* **TASK PROMPT**
Gather each line containing the string "lineWidth" from these entries.

(DATA SECTION)

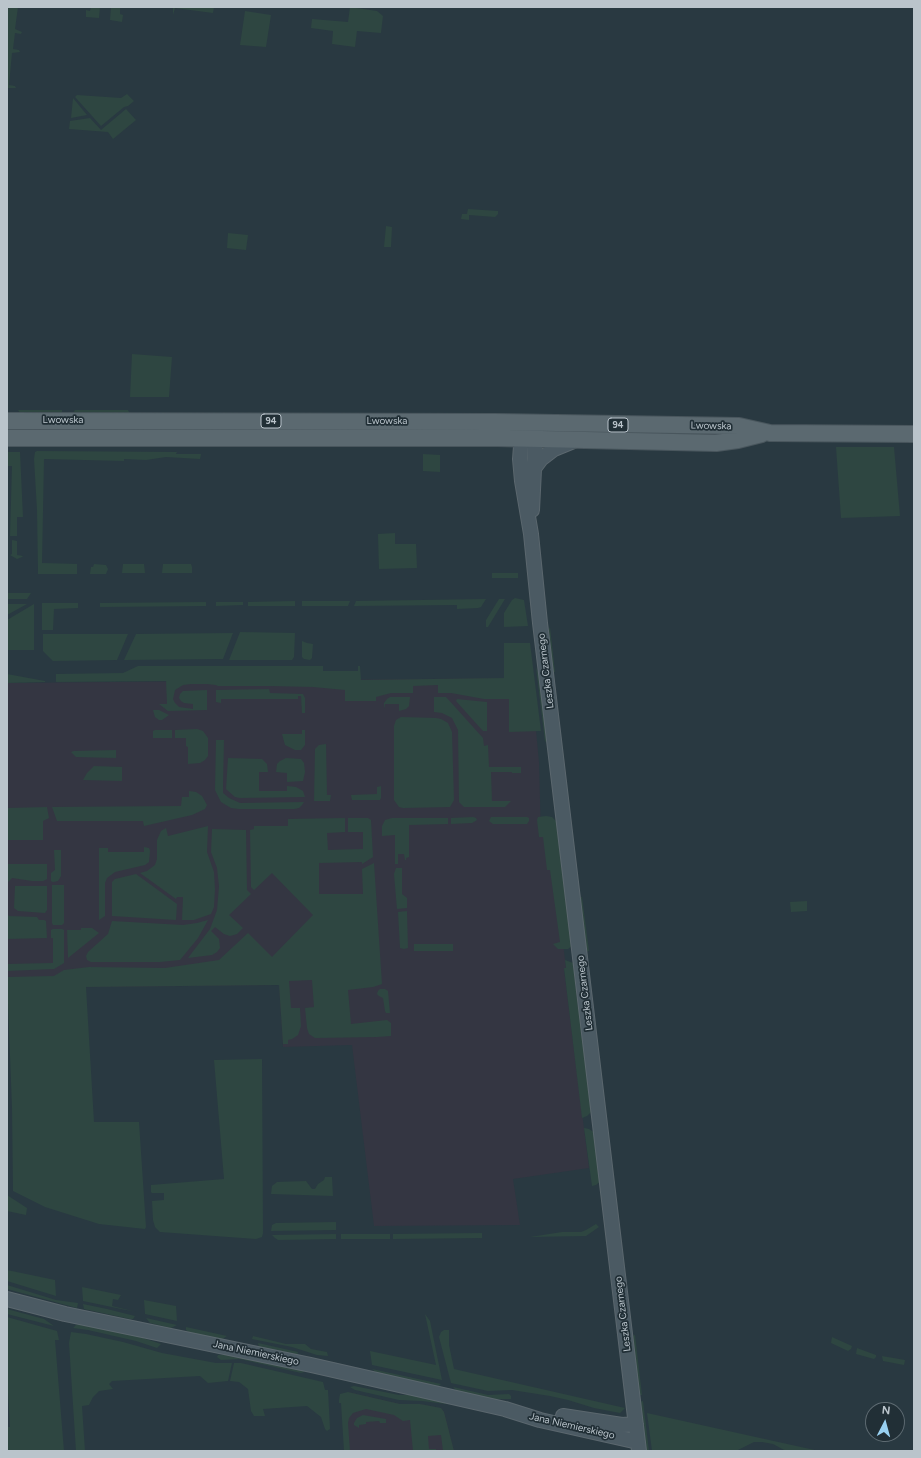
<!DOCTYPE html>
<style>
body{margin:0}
#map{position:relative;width:921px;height:1458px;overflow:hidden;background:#293941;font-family:Figtree,sans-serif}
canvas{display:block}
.frame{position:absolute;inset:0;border:8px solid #bac4cb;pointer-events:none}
.north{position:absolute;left:865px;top:1402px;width:40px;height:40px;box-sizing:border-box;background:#212f36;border:1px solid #5e6b72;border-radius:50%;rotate:6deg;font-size:11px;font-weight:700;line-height:16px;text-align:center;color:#bac4cb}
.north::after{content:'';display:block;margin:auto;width:14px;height:18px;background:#98d0f1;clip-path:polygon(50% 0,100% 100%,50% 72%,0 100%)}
</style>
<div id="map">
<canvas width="921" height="1458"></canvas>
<div class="frame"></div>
<div class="north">N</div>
</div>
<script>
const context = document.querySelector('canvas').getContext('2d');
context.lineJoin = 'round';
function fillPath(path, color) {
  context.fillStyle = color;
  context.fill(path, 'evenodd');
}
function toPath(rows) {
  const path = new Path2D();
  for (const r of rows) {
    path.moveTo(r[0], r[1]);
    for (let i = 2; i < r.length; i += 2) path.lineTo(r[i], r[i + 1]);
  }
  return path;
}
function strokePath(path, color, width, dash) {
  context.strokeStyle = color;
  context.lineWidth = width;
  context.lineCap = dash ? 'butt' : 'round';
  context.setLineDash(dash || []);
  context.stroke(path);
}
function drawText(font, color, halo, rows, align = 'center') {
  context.font = font + ' Figtree,sans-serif';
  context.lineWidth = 3.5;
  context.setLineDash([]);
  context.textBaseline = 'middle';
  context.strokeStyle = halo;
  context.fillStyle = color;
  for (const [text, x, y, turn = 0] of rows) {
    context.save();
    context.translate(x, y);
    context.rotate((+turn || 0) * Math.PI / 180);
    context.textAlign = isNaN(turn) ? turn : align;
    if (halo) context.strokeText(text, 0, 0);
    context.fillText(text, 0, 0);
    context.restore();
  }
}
fillPath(toPath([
 [525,678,536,730,539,762,541,836,550,836,566,968,564,969,589,1168,513,1179,520,1225,374,1226,352,1045,283,1047,279,985,7,988,7,683],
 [348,1392,400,1404,420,1404,441,1408,444,1412,454,1451,344,1451]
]), '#343642');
fillPath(toPath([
 [7,7,18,7,15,29,22,32,21,34,15,33,13,49,19,50,20,52,12,53,9,85,15,86,16,88,8,88,7,101],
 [91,7,100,7,99,18,86,17,86,10,90,11],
 [111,7,124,7,120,8,120,14,123,15,122,22,110,20],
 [173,7,214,7,213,13,175,8,173,15],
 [350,7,377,11,383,16,381,33,357,31,355,47,332,44,333,31,311,28,312,19,348,22],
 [245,11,271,15,266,47,240,45],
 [127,94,134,101,128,106,124,107,101,126,75,97,77,95,121,98],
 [73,98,87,115,71,118],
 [126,109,136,120,113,139,108,132,69,129,70,121,90,118,101,130],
 [468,209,498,211,498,214,495,217,469,215,469,220,461,219,462,214,467,214],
 [386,226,392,227,391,247,384,247],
 [228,233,248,235,246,250,227,248],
 [132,354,172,357,169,397,130,397],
 [18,410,62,410,62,413,61,415,20,413],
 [75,410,128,410,129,412,129,416,72,414],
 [836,447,894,447,900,516,841,518],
 [37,451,177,452,176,454,201,454,200,459,166,457,146,460,124,459,124,461,44,459,42,563,77,564,77,574,38,574,38,571,37,510,34,459,35,452],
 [7,452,20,452,23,517,17,517,17,536,10,536,12,466,7,466],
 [423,454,440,455,440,472,423,471],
 [395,533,395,544,416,544,417,568,379,569,378,534],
 [12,540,17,541,17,555,23,556,22,557,17,559,10,555,12,554],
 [94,564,106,565,108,569,106,574,90,574,91,567,93,567],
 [123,564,144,564,145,573,122,573],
 [163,564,191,564,192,567,192,573,162,573],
 [492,573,518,573,518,578,492,578],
 [7,593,31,593,27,599,7,599],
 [515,598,524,600,528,626,504,627,504,613,512,600],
 [486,599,481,607,478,608,457,609,457,605,354,606,356,601],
 [499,599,505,599,488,627,486,627,486,620],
 [295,601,295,606,248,606,248,602],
 [302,601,350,601,348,606,302,606],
 [206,602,206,606,100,607,100,603],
 [216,602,243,602,243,605,216,606],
 [42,603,78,603,78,608,54,609,53,630,42,630],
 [7,604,27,604,7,615],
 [34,604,34,650,7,650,7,620],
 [550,627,555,672,551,672,547,633],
 [240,632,295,633,294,657,292,660,229,660],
 [233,633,223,659,124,660,136,634],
 [43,634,128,634,117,660,53,661,43,651],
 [302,641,307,643,313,644,312,658,310,660,304,659,302,657],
 [504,643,530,643,541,731,509,732,509,699,484,699,451,693,438,693,438,685,413,686,413,693,391,693,376,697,376,701,345,701,345,690,313,687,270,686,218,686,216,685,207,684,191,684,183,685,175,690,173,699,175,703,179,707,193,709,193,704,184,703,181,701,179,698,180,694,183,691,207,690,207,710,168,711,159,704,167,704,166,681,56,682,56,674,123,673,138,666,323,666,323,671,358,671,358,666,360,666,361,680,504,678],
 [536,667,543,688,548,740,545,742],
 [7,674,45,681,45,682,7,683],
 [269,689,270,693,303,694,305,698,305,713,302,713,301,696,298,696,298,699,221,699,221,703,216,702,216,690],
 [390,697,410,697,409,706,406,709,399,711,399,704,385,704,384,709,384,703,387,699],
 [434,697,446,697,483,738,484,746,488,745,489,767,521,767,521,773,512,773,512,772,491,772,492,801,511,801,505,807,464,807,459,802,458,730,452,718,442,713,434,712],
 [457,699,487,702,487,731,483,731,456,701],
 [153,710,159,710,169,715,162,720,159,720,155,717],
 [401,717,436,718,441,719,448,723,452,732,454,800,450,807,403,808,399,807,394,800,394,726,396,720],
 [197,729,203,731,208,738,208,756,205,760,200,763,188,764,188,747,186,746,186,738,175,738,175,730],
 [155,730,172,730,172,738,153,738,153,731],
 [302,730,305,730,305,745,301,750,295,750,285,745,282,734,302,734],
 [216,740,224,740,223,787,223,793,229,798,240,803,304,802,302,805,299,808,294,809,239,809,231,808,221,802,215,790],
 [326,744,327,795,331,795,330,801,314,801,315,749,319,745],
 [116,750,116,758,76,757,71,752,74,751],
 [228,758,262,759,267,764,268,772,259,772,259,791,287,791,287,786,296,787,303,791,305,797,240,798,235,797,226,789],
 [286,758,301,759,304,763,305,772,303,781,287,782,287,773,276,772,277,764,280,761],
 [94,766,122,767,122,781,83,780,87,773],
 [381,786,381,798,380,800,352,800,351,795,377,794,377,787],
 [189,791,196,792,202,796,207,805,205,809,192,815,144,826,143,821,57,821,52,807,181,806,182,797,189,797],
 [47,807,49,818,43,821,43,840,7,840,7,808],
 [546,816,552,817,557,822,572,946,568,949,558,949,553,944,560,942,550,870,547,870,543,837,539,837,537,820,538,817],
 [473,817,476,818,477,820,472,823,451,824,451,818],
 [491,817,527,817,529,818,529,821,527,824,493,824,489,821],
 [345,818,345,832,327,833,328,850,363,849,363,832,348,832,348,818,368,818,371,820,373,857,362,864,362,862,319,863,319,894,363,894,362,869,374,863,382,984,373,987,348,990,351,1024,387,1020,391,1023,391,1036,377,1037,315,1038,309,1034,307,1028,305,1008,314,1007,312,980,289,981,291,1008,300,1008,301,1026,298,1035,292,1039,288,1040,288,1044,283,1044,279,985,86,987,94,1122,139,1122,146,1227,145,1229,99,1224,45,1207,13,1191,12,1108,7,977,54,976,64,970,89,967,165,968,219,960,248,933,272,957,313,915,272,873,254,890,251,887,250,830,254,829,254,826,288,826,288,819],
 [392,818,448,818,448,824,409,825,409,857,406,858,406,860,405,860,404,854,398,854,398,864,395,864,395,835,382,836,382,826,385,820],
 [208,826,207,852,214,872,215,889,214,907,211,914,194,920,182,920,183,897,177,897,176,899,140,873,147,871,155,865,157,859,157,840,161,831,166,828,168,836],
 [212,829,246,830,247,890,251,894,229,915,243,928,237,934,230,936,224,934,215,927,211,931,219,939,220,948,217,952,212,955,188,958,210,929,217,910,219,886,217,868,211,852],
 [144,847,149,848,150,851,149,862,145,865,115,872,107,878,105,883,105,916,99,920,99,848,108,848,108,852,144,852],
 [54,850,61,850,61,876,58,881,53,882,51,881,51,873,55,870],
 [7,864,47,864,47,879,43,881,32,881,12,878,7,883],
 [396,868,402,868,402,894,407,898,407,908,397,909,394,874],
 [136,874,177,904,176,920,112,916,112,882,115,879],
 [52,885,64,885,64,923,62,925,53,925,52,923],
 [15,886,47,886,47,910,45,913,18,911,14,908],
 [582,897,589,951,585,952,578,898],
 [807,901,807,911,791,912,790,902],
 [407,911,408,948,404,949,400,948,398,912],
 [7,914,9,916,37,917,39,920,44,920,46,921,47,938,7,939],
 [208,920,198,938,180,960,160,962,91,962,87,960,86,956,88,952,108,934,112,921,183,925,197,923],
 [81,928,92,928,99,933,68,958,67,930,81,930],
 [53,929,62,929,64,930,64,963,54,969,7,971,7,964,53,963,53,938,51,938,51,930],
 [414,944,453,944,453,951,414,951],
 [565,960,573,963,578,1008,582,1007,593,1110,587,1116,582,1118,564,968,566,968],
 [380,989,385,989,388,991,390,1013,386,1013,385,1011,383,998,379,996,377,994,378,991],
 [262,1059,263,1233,262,1237,256,1239,160,1232,155,1227,153,1220,152,1201,164,1200,164,1193,152,1193,151,1192,151,1185,224,1179,214,1060],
 [584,1128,589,1129,595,1133,601,1181,596,1185,592,1186],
 [325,1177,332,1177,333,1196,271,1194,272,1186,277,1182,306,1181,312,1189,315,1189,318,1184,324,1180],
 [7,1195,27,1208,26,1215,7,1211],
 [336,1222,336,1230,271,1231,272,1225,276,1223],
 [596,1224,599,1227,586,1236,530,1237,562,1232,581,1232,586,1230],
 [482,1233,482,1238,393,1239,393,1234],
 [336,1234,336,1239,278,1240,275,1238,272,1235],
 [341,1234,390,1234,390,1239,341,1239],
 [7,1270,55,1280,56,1296,7,1281],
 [7,1285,56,1300,78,1303,77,1308,7,1289],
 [82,1287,121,1295,118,1300,113,1299,112,1306,136,1312,83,1301],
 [144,1300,176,1306,177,1321,145,1314],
 [83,1304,107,1309,135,1316,133,1319,130,1319,84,1309],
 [7,1309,44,1319,54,1326,7,1314],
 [425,1314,430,1321,442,1380,372,1365,370,1351,436,1365],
 [7,1317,57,1331,59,1340,55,1340,64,1451,7,1451,7,1427,10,1427,7,1376],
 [146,1318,177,1325,171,1328,150,1323],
 [76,1325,81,1325,94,1327,137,1336,161,1344,157,1348,136,1341,88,1330,73,1328],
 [186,1327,227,1336,221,1340,188,1332,186,1330],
 [444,1330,449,1330,449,1345,454,1369,625,1408,620,1413,594,1408,568,1400,550,1396,512,1390,488,1391,451,1383,439,1337,441,1332],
 [71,1332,86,1334,123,1342,162,1353,216,1363,232,1363,228,1381,208,1383,200,1376,112,1381,109,1384,113,1389,99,1391,93,1397,89,1405,82,1406,85,1451,76,1451,69,1343],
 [635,1335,642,1395,638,1395,631,1336],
 [253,1336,286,1344,305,1344,311,1349,327,1352,328,1356,317,1355,292,1347,252,1339],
 [832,1337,852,1346,851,1349,848,1351,831,1343],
 [258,1343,298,1352,297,1356,259,1348],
 [857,1348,876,1355,876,1357,874,1359,856,1354],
 [237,1354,305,1369,304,1372,301,1373,240,1359,221,1360,217,1357,218,1355],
 [882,1356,905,1360,904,1365,883,1361],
 [234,1363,241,1363,323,1382,325,1390,328,1390,330,1429,327,1431,325,1429,321,1417,307,1406,263,1409,265,1416,254,1416,251,1411,248,1389,239,1382,230,1381],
 [372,1369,441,1384,437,1388,379,1375],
 [354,1386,399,1395,418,1395,443,1401,446,1404,422,1401,399,1400,355,1390,350,1387],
 [453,1387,488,1395,509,1394,511,1396,511,1399,489,1399,458,1392],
 [348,1392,400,1404,420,1404,441,1408,444,1412,454,1451,443,1451,441,1435,428,1436,429,1449,436,1449,436,1451,413,1451,410,1420,403,1421,394,1415,366,1409,353,1413,349,1418,348,1423,350,1451,344,1451,341,1403,339,1403,339,1400,340,1394],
 [643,1401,649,1451,645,1451,639,1402],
 [647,1413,819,1451,786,1451,773,1444,762,1442,754,1442,736,1451,652,1451],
 [363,1415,386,1419,386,1423,380,1423,379,1421,366,1422,366,1424,359,1425,359,1428,354,1425,354,1423,357,1418]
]), '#2e4641');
const secondary = toPath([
 [530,431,524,439,521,446,520,459,522,481,531,534,540,623,639,1451],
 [535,467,541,459,554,449,576,440],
 [532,510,536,429],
 [7,1299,65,1314,311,1365,505,1409,540,1420,638,1442],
 [563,1416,622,1425,636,1424]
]);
const primary = toPath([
 [7,421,496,422,739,426,770,433,914,434],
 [7,438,497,438,716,443,738,440,762,434]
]);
strokePath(secondary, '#5b676e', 16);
strokePath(primary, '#49565d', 18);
strokePath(secondary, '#4b5a63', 14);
strokePath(primary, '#5b6970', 16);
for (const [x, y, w] of [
 [271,421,20],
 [618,425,20]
]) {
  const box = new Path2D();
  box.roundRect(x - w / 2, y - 7, w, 14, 3);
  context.fillStyle = '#212f36';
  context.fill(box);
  strokePath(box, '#bac4cb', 1);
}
drawText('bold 9px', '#bac4cb', null, [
 ["94",271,421],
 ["94",618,425]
]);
drawText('10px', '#bac4cb', '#212f36', [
 ["Lwowska",63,420],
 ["Lwowska",387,421],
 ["Lwowska",711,426,1],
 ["Leszka Czarnego",546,671,-97],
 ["Leszka Czarnego",585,993,-97],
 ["Leszka Czarnego",623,1314,-97],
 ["Jana Niemierskiego",256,1353,12],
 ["Jana Niemierskiego",572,1426,13]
]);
</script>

(End DATA SECTION)

* **RESULT**
  context.lineWidth = width;
  context.lineWidth = 3.5;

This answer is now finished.